**Task instructions**
Lines before the one containing "Extract the structured" are excluded; reproduce that line and all lines after it in the entries below, exactly.

(Data extracted from a collection)

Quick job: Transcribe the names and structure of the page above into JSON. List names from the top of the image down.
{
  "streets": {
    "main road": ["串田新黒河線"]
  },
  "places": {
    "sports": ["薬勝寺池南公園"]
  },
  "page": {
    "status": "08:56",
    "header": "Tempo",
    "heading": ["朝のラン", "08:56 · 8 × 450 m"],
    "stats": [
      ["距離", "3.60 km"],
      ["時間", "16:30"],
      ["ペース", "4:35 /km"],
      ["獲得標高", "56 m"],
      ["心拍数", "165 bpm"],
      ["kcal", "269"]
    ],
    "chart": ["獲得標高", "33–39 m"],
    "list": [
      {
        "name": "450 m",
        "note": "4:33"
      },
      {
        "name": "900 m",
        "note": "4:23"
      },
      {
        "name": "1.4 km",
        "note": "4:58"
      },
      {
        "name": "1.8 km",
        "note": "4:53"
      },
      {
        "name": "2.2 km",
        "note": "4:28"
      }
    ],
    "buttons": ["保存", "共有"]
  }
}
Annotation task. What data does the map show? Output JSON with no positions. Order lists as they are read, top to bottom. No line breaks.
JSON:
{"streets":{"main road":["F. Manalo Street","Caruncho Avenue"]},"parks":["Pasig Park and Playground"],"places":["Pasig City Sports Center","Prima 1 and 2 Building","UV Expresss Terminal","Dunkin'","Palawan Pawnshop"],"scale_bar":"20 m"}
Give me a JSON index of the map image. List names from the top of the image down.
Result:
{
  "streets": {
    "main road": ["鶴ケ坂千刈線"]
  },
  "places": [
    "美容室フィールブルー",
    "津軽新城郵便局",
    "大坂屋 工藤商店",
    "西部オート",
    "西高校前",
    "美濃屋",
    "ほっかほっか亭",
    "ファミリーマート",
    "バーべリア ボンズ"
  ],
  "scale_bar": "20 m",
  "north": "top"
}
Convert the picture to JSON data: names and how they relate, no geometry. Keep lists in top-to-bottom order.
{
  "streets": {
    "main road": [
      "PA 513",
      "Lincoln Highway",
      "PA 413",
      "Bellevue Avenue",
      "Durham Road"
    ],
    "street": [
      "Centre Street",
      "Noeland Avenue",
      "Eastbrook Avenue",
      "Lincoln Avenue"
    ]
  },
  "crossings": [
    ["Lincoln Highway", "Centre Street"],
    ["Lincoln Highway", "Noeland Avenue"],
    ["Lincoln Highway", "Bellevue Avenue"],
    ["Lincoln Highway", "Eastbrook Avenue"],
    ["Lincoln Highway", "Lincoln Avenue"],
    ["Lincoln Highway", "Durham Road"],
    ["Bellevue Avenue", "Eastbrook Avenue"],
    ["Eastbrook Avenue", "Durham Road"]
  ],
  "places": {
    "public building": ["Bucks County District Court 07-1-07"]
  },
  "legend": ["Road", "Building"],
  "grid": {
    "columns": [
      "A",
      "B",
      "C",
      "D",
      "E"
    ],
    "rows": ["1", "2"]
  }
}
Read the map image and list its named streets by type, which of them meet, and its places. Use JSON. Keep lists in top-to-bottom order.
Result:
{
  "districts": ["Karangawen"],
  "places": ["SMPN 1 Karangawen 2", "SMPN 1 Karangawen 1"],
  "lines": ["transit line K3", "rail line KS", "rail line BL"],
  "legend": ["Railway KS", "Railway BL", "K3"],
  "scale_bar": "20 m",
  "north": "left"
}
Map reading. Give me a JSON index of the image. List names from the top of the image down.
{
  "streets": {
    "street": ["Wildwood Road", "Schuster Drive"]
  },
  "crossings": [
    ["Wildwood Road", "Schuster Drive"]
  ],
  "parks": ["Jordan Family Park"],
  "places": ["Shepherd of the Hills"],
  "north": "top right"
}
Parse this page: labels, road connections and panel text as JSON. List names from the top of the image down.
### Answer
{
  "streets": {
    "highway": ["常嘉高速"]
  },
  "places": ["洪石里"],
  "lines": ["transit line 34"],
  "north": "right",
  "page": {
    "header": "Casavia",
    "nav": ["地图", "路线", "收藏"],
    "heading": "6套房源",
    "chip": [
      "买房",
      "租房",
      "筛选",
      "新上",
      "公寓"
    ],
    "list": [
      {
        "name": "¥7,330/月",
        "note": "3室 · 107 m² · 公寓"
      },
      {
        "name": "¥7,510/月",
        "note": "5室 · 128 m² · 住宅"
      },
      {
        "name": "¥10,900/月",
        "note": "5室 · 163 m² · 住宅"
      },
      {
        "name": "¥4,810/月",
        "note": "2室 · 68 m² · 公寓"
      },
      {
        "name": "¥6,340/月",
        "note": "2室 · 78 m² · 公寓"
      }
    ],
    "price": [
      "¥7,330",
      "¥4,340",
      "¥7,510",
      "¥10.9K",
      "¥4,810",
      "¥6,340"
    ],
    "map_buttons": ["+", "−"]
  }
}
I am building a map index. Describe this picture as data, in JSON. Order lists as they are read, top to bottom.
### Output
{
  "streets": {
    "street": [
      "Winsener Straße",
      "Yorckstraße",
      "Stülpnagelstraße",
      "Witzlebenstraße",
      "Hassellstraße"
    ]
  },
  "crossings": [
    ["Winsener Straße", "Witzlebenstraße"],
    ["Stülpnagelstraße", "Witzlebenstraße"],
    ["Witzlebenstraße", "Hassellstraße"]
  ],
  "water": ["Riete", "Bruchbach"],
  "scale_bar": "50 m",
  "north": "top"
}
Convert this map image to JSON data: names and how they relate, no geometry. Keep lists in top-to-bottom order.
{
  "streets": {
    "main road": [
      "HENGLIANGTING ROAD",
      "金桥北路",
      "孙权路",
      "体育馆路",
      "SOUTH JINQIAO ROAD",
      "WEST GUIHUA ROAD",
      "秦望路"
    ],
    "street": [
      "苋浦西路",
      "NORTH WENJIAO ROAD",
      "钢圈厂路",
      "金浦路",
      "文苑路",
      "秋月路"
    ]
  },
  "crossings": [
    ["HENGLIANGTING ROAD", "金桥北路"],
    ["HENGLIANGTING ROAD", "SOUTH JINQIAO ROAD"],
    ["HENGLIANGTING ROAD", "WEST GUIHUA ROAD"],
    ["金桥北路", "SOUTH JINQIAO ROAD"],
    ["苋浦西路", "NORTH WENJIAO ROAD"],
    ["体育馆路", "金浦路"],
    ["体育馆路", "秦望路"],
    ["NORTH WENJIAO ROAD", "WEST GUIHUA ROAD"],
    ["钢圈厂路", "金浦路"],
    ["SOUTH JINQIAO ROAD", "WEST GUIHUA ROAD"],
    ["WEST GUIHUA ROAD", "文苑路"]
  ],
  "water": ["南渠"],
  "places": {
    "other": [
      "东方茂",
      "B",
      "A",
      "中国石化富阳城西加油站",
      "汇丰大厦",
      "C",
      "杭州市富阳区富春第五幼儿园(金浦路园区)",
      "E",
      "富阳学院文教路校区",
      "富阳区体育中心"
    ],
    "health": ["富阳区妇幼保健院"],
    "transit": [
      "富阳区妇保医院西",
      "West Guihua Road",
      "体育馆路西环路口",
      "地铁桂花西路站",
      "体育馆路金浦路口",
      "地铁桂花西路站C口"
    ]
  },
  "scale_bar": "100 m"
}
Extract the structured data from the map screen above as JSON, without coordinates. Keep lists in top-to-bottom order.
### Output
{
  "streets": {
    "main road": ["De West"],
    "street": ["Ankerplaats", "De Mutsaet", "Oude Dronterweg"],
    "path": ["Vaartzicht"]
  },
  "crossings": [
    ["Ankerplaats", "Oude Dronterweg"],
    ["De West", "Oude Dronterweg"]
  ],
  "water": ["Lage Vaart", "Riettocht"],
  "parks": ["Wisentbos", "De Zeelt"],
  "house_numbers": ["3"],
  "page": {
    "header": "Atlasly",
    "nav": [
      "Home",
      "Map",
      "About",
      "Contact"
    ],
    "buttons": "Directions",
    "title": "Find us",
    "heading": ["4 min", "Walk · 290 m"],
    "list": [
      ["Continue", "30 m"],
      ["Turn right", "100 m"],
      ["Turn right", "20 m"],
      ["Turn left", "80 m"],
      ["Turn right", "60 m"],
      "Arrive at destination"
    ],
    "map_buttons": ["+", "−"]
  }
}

**Output of the task**
Extract the structured data from the map screen above as JSON, without coordinates. Keep lists in top-to-bottom order.
### Output
{
  "streets": {
    "main road": ["De West"],
    "street": ["Ankerplaats", "De Mutsaet", "Oude Dronterweg"],
    "path": ["Vaartzicht"]
  },
  "crossings": [
    ["Ankerplaats", "Oude Dronterweg"],
    ["De West", "Oude Dronterweg"]
  ],
  "water": ["Lage Vaart", "Riettocht"],
  "parks": ["Wisentbos", "De Zeelt"],
  "house_numbers": ["3"],
  "page": {
    "header": "Atlasly",
    "nav": [
      "Home",
      "Map",
      "About",
      "Contact"
    ],
    "buttons": "Directions",
    "title": "Find us",
    "heading": ["4 min", "Walk · 290 m"],
    "list": [
      ["Continue", "30 m"],
      ["Turn right", "100 m"],
      ["Turn right", "20 m"],
      ["Turn left", "80 m"],
      ["Turn right", "60 m"],
      "Arrive at destination"
    ],
    "map_buttons": ["+", "−"]
  }
}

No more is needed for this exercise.